GP receptionists “not actually in charge”

by philapilus

This could never, ever happen in real life

A new study commissioned by the NHS has returned the shocking finding that doctors’ receptionists are just phone-droids who do not actually run the whole show, despite what they believe.

The study casts doubt on the legitimacy of the officious men and women who have to be cajoled and pleaded with for quarter of an hour before they will huffily get you an appointment at the most inconvenient time possible.

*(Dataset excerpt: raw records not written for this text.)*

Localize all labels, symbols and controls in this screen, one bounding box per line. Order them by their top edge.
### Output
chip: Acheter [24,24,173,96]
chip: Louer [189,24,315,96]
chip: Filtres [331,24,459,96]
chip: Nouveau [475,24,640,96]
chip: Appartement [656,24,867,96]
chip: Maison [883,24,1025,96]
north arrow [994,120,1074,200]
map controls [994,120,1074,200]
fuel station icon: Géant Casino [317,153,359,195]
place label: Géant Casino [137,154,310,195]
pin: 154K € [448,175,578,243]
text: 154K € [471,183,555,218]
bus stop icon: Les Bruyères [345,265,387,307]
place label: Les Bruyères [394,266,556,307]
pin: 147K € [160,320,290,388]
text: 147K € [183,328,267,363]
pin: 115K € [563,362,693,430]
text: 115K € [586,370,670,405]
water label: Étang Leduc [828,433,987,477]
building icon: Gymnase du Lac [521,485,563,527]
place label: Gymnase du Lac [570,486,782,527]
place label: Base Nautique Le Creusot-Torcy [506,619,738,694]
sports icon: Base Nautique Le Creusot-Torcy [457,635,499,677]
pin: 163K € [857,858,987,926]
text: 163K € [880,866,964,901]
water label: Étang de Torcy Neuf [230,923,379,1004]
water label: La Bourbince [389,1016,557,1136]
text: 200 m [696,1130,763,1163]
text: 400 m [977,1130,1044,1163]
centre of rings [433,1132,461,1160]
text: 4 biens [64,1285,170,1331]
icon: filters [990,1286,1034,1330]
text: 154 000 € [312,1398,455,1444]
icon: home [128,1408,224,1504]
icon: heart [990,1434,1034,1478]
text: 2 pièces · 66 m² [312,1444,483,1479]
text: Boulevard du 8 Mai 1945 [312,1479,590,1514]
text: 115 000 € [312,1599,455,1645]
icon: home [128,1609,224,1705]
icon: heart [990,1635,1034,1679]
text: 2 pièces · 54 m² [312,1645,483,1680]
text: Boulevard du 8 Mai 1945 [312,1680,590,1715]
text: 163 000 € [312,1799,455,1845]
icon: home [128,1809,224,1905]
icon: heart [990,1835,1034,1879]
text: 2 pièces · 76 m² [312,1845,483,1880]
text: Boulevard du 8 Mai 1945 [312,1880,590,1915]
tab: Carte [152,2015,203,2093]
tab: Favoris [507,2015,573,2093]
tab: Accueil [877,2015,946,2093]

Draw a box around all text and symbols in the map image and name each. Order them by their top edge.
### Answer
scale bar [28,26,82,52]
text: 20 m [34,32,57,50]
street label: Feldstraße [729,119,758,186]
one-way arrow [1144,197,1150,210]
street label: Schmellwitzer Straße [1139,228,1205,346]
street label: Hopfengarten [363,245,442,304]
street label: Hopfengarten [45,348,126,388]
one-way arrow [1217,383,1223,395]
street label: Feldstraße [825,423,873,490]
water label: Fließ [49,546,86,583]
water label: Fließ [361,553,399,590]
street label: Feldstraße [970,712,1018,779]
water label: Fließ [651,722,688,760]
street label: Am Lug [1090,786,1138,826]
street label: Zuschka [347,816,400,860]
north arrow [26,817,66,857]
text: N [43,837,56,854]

Professor Hamish McEyebrau, author of the report, said “Anyone approaching the front desk in a surgery could be forgiven for thinking that the sulky bitch or bastard opposite is in charge – quite possibly of the world. That is certainly what receptionists themselves think.

“But what these useless jobsworths seem to have failed to grasp is that they are basically the lacky-operators of a tiny fucking call centre. Utter. Twats.”

But Wendy Nailinthehead, receptionist for a local GP surgery said “This is all wrong. I am just as – if not more – significant than the doctors.

“If I didn’t answer the phone – which admittedly I won’t do until the queueing system has cut you off at least twice , as is my prerogative – you wouldn’t get an appointment, and Dr Foster would just be sitting in her office twiddling her thumbs.

“So really, if you think about it, my job is the most important. Probably the most important job in the whole NHS.”